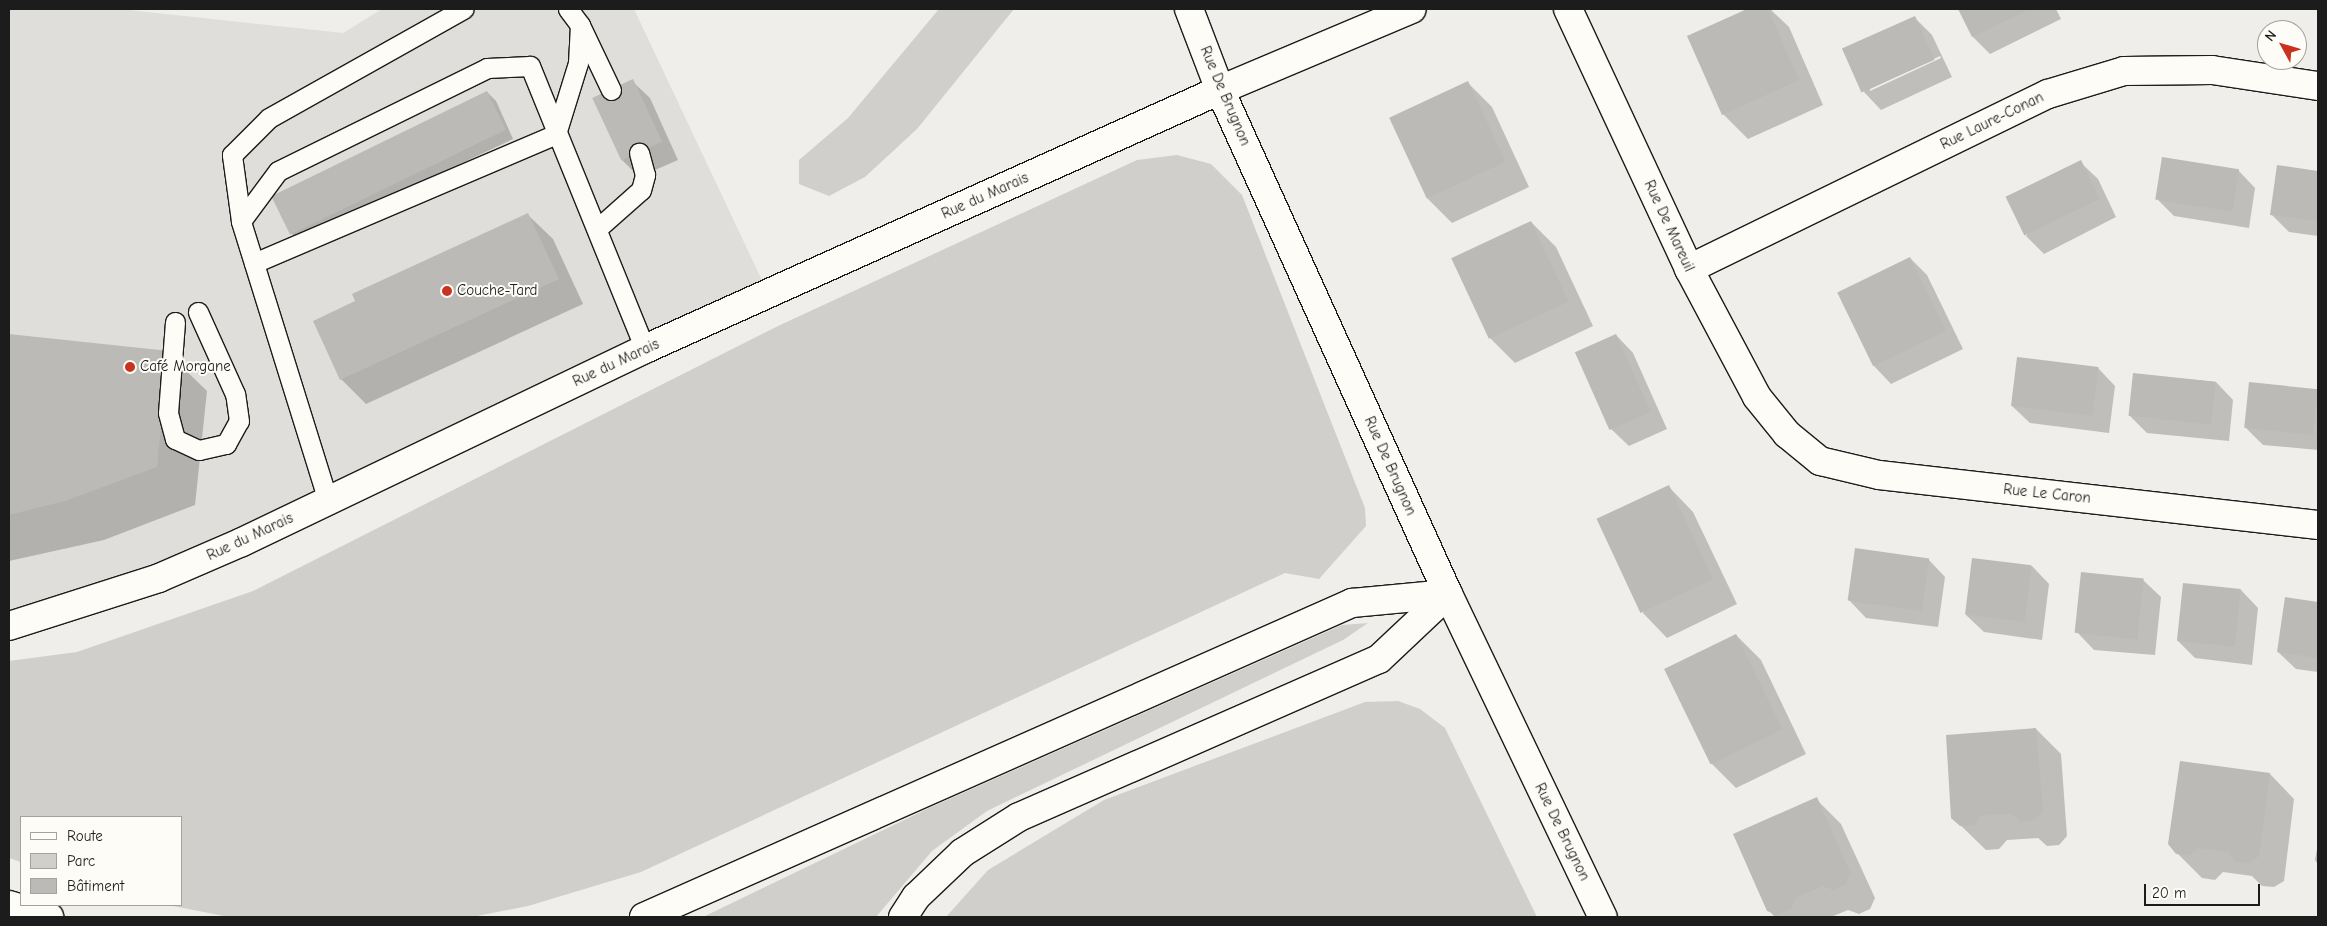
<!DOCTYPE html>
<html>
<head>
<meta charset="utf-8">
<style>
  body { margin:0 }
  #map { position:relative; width:2327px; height:926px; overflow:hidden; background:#f0eeea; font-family:"Comic Neue",sans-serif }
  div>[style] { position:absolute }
  .built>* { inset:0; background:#e0deda }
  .green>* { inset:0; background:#d0cfcc }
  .shadow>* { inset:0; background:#0003 }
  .building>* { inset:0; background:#bbbab6; transform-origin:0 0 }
  .roads { filter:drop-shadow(1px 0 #1c1c1c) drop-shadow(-1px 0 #1c1c1c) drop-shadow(0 1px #1c1c1c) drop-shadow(0 -1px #1c1c1c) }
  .service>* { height:19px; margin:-9.5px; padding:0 9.5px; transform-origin:9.5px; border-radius:9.5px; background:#fdfcf7 }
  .minor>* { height:28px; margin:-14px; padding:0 14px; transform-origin:14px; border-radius:14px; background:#fdfcf7 }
  .tertiary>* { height:28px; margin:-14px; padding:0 14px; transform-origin:14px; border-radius:14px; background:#fdfcf7 }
  .motorway>* { height:28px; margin:-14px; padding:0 14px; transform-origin:14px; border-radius:14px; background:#fdfcf7 }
  .dots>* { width:14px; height:14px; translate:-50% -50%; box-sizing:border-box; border:2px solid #fdfcf7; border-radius:50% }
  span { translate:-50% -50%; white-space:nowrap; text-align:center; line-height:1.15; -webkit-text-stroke:4px #fdfcf7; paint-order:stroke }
  .street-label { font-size:15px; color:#1c1c1c }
  .poi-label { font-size:15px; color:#1c1c1c }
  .left { translate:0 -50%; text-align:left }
  .frame { position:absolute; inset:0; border:10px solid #1c1c1c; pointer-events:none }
  .legend { position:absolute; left:20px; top:816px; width:162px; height:90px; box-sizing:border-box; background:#fdfcf7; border:1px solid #a3a29f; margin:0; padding:6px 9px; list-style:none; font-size:15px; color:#1c1c1c }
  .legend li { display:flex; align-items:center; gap:10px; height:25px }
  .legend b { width:25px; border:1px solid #a3a29f }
  .north { position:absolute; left:2257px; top:20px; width:50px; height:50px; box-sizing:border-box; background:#fdfcf7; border:1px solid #a3a29f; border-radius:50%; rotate:309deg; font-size:14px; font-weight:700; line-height:20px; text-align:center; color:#1c1c1c }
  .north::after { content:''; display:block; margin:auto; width:18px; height:22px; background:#c8321e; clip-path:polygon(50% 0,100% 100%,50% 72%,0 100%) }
  .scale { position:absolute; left:2144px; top:884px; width:116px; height:22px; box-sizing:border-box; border:2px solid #1c1c1c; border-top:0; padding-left:6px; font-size:15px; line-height:18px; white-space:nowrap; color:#1c1c1c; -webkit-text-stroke:4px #fdfcf7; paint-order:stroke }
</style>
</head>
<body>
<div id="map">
  <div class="built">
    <i style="clip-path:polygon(9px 9px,120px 9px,343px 33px,382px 9px,634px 9px,768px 293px,328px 501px,9px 626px)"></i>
  </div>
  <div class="green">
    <i style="clip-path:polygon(939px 9px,1014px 9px,917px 129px,865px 177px,829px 196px,799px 184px,799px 160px,848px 118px)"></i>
    <i style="clip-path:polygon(1177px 155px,1211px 164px,1242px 195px,1365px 508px,1366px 526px,1319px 579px,1285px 573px,641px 872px,528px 906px,472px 917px,229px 917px,168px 905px,181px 905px,181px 817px,21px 817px,21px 862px,9px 858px,9px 661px,77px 652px,253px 591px,778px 326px,1137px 160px)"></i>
    <i style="clip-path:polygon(1368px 623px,1343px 640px,987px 811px,932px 851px,876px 917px,703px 917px,929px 808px,1342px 625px)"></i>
    <i style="clip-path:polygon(1398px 701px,1420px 709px,1445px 728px,1537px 917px,946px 917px,988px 870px,1104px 800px,1365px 702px)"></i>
  </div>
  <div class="shadow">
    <i style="clip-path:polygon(1750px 9px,1770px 9px,1789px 27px,1823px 105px,1748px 139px,1723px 114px,1688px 36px)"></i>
    <i style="clip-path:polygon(1959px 9px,2056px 9px,2061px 19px,1990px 54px,1973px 37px)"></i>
    <i style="clip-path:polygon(evenodd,1914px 17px,1932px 35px,1952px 77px,1881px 110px,1864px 92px,1914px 17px,1940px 56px,1941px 58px,1870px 91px,1870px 89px,1940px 56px)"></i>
    <i style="clip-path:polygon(632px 81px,650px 98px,678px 160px,639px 177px,622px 160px)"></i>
    <i style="clip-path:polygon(1467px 82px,1492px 107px,1529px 187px,1452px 223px,1427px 198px)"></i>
    <i style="clip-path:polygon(487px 92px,496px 101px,513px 139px,298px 240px,289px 231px)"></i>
    <i style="clip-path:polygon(2080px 162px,2098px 179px,2116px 217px,2044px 254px,2026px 236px)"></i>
    <i style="clip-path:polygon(2278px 167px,2318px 172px,2318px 236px,2289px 232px,2271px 214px)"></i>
    <i style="clip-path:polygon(2238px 170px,2255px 188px,2249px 228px,2174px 216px,2157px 199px)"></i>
    <i style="clip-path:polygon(528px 215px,553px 239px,583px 304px,366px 404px,341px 379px)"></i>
    <i style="clip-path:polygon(1531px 222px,1556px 247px,1593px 326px,1515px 363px,1490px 338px,1453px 259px)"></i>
    <i style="clip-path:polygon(1910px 258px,1927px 275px,1963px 349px,1891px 384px,1874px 366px)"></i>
    <i style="clip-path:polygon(9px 335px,168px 353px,207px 391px,195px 505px,104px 540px,9px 561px)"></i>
    <i style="clip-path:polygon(1616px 335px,1633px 353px,1667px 429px,1629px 446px,1611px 429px)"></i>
    <i style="clip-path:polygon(2098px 368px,2115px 386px,2109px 433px,2030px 423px,2012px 406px)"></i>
    <i style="clip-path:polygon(2134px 374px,2216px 382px,2233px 400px,2229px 441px,2147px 433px,2130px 416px)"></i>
    <i style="clip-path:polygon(2250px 384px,2318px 390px,2318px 450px,2263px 445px,2246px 428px)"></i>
    <i style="clip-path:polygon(1669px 487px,1693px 512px,1737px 604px,1667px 638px,1643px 613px)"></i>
    <i style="clip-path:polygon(1928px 559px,1945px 577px,1938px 627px,1866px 618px,1849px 600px)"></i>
    <i style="clip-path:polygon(2032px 566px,2049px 584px,2042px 640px,1984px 632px,1966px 615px)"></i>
    <i style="clip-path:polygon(2143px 580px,2161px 597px,2155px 655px,2094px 650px,2077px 632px)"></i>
    <i style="clip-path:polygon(2184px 584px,2241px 590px,2258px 608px,2252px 665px,2195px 658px,2178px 641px)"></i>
    <i style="clip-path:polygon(2286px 599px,2318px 603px,2318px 672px,2296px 669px,2278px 652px)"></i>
    <i style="clip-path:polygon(1736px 635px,1761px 660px,1806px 754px,1736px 788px,1711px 763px)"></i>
    <i style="clip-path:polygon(2036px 729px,2061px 754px,2067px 836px,2059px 845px,2047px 846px,2038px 838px,2007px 840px,1999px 849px,1986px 850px,1952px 817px)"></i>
    <i style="clip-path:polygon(2270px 774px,2294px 799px,2284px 881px,2274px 887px,2262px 886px,2252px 876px,2223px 872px,2215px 880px,2202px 878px,2177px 853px)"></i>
    <i style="clip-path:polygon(1816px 799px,1841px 824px,1875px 898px,1870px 909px,1859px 914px,1848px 910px,1831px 917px,1775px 917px,1768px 910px)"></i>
  </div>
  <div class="building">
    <i style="clip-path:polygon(1747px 9px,1768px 9px,1799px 80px,1722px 115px,1687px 36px)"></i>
    <i style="clip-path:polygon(1958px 9px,2030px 9px,1972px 37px)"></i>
    <i style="left:1915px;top:16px;width:48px;height:80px;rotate:66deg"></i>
    <i style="left:633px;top:79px;width:69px;height:45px;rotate:65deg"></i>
    <i style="left:1468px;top:81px;width:89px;height:87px;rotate:65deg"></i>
    <i style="left:487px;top:91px;width:43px;height:240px;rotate:64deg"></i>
    <i style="left:2162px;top:157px;width:78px;height:43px;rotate:9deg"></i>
    <i style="left:2081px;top:160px;width:43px;height:84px;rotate:64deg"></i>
    <i style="clip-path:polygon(2277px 165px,2318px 171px,2318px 221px,2270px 215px)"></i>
    <i style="clip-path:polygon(528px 213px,559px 279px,340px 380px,313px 321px,355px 301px,352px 294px)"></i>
    <i style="left:1531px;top:221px;width:89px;height:88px;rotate:65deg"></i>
    <i style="left:1910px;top:257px;width:82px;height:81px;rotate:64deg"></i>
    <i style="clip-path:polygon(9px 334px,169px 351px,157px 467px,65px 501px,9px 515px)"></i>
    <i style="left:1616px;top:334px;width:85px;height:45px;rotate:66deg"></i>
    <i style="left:2017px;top:357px;width:82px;height:49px;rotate:7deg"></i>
    <i style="left:2133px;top:373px;width:83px;height:43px;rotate:6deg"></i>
    <i style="left:2249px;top:382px;width:69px;height:46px;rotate:6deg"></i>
    <i style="left:1669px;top:485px;width:104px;height:80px;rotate:65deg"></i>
    <i style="left:1855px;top:548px;width:75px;height:53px;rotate:8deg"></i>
    <i style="left:1972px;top:558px;width:60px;height:57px;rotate:7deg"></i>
    <i style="left:2081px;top:572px;width:63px;height:61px;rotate:6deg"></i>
    <i style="left:2183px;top:583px;width:58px;height:58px;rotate:6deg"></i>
    <i style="clip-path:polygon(2285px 597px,2318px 602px,2318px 658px,2277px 652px)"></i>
    <i style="left:1736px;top:634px;width:106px;height:80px;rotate:64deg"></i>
    <i style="clip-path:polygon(2036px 728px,2043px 811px,2034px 820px,2021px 822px,2012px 814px,1982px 815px,1974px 825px,1960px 826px,1951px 818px,1946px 735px)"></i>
    <i style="clip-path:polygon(2180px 761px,2270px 773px,2259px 856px,2249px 863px,2235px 862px,2229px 852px,2198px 848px,2190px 855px,2176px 854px,2168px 844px)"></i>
    <i style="clip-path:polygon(1817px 797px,1850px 872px,1846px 884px,1833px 890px,1823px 886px,1795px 898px,1791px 909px,1778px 915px,1767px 911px,1733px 834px)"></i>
    <i style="clip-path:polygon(2317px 849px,2318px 849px,2318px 864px,2315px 860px)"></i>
  </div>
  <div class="roads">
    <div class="service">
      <i style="left:568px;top:9px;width:20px;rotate:53deg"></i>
      <i style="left:580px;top:25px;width:72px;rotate:64.5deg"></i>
      <i style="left:241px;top:221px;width:67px;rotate:-97.8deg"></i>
      <i style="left:232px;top:155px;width:52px;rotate:-45deg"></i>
      <i style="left:269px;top:118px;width:223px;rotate:-29.3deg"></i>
      <i style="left:598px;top:228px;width:57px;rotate:-41.5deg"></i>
      <i style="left:641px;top:190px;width:16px;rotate:-75deg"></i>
      <i style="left:645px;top:175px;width:23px;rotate:-105deg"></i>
      <i style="left:254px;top:263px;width:328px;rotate:-23.1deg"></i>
      <i style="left:556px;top:134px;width:74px;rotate:-72.8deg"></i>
      <i style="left:578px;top:63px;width:38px;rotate:-87deg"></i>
      <i style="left:175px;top:322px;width:91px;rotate:94.4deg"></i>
      <i style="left:168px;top:413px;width:27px;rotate:75deg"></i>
      <i style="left:175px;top:439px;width:26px;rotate:25deg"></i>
      <i style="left:199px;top:450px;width:28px;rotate:-13deg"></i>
      <i style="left:226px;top:444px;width:26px;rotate:-61deg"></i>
      <i style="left:239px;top:421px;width:27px;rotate:-98deg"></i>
      <i style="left:235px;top:394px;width:90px;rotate:-114.3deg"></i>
      <i style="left:328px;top:501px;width:293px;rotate:-107.3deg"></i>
      <i style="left:241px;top:221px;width:62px;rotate:-53.5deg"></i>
      <i style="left:278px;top:171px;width:233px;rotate:-26.2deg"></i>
      <i style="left:487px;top:68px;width:43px;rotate:-2.7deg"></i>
      <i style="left:530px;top:66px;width:305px;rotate:67.9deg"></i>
    </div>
    <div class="minor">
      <i style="left:1189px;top:9px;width:87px;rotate:69.1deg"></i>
      <i style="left:1568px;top:9px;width:287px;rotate:65deg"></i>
      <i style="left:1689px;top:269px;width:145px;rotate:62deg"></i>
      <i style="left:1757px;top:397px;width:48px;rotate:51deg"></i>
      <i style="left:1787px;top:434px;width:43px;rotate:39.3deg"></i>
      <i style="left:1820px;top:461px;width:61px;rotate:13.3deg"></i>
      <i style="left:1879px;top:475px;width:442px;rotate:6.5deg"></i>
      <i style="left:1689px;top:269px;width:399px;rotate:-26deg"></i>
      <i style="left:2048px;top:94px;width:79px;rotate:-16.8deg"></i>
      <i style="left:2124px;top:71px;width:88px;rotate:-0.7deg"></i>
      <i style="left:2212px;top:70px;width:107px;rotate:8.6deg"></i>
    </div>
    <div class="tertiary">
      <i style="left:1220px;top:90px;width:553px;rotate:65.66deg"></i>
      <i style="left:1448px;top:594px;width:358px;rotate:64.4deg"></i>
      <i style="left:9px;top:626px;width:157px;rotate:-17.7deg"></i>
      <i style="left:159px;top:578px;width:90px;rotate:-23.4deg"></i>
      <i style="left:242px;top:542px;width:447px;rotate:-25.6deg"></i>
      <i style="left:645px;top:349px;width:631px;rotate:-24.25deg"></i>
      <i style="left:1220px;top:90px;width:208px;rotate:-22.9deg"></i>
    </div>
    <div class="motorway">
      <i style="left:9px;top:905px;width:42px;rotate:16.7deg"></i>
      <i style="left:644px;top:917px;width:775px;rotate:-23.92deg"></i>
      <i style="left:1352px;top:603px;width:96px;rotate:-5.4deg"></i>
      <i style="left:903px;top:917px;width:24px;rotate:-57deg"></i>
      <i style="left:916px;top:897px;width:64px;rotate:-43.7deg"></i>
      <i style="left:962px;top:853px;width:67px;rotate:-32.3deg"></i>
      <i style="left:1019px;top:817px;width:393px;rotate:-23.7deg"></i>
      <i style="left:1379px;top:659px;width:95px;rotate:-43.3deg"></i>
    </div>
  </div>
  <div class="dots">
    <i style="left:447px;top:291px;background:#c8321e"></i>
    <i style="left:130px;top:367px;background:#c8321e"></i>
  </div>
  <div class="street-label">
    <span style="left:1225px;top:96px;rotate:67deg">Rue De Brugnon</span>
    <span style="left:1992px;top:121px;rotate:-26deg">Rue Laure-Conan</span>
    <span style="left:985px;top:196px;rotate:-24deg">Rue du Marais</span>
    <span style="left:1669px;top:226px;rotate:65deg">Rue De Mareuil</span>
    <span style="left:616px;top:363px;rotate:-25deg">Rue du Marais</span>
    <span style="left:1390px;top:466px;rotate:66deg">Rue De Brugnon</span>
    <span style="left:2047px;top:494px;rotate:6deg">Rue Le Caron</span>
    <span style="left:250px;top:537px;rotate:-25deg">Rue du Marais</span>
    <span style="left:1562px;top:832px;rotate:64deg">Rue De Brugnon</span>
  </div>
  <div class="poi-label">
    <span class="left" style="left:457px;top:291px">Couche-Tard</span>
    <span class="left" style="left:140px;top:367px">Café Morgane</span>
  </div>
  <div class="frame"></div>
  <ul class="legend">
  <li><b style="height:6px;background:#fdfcf7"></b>Route</li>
  <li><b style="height:14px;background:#d0cfcc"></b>Parc</li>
  <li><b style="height:14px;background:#bbbab6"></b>Bâtiment</li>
  </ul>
  <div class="north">N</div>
  <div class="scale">20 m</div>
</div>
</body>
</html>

### Your task
Bring together every line in the entries that holds the string "service".

### Answer to this problem
  .service>* { height:19px; margin:-9.5px; padding:0 9.5px; transform-origin:9.5px; border-radius:9.5px; background:#fdfcf7 }
    <div class="service">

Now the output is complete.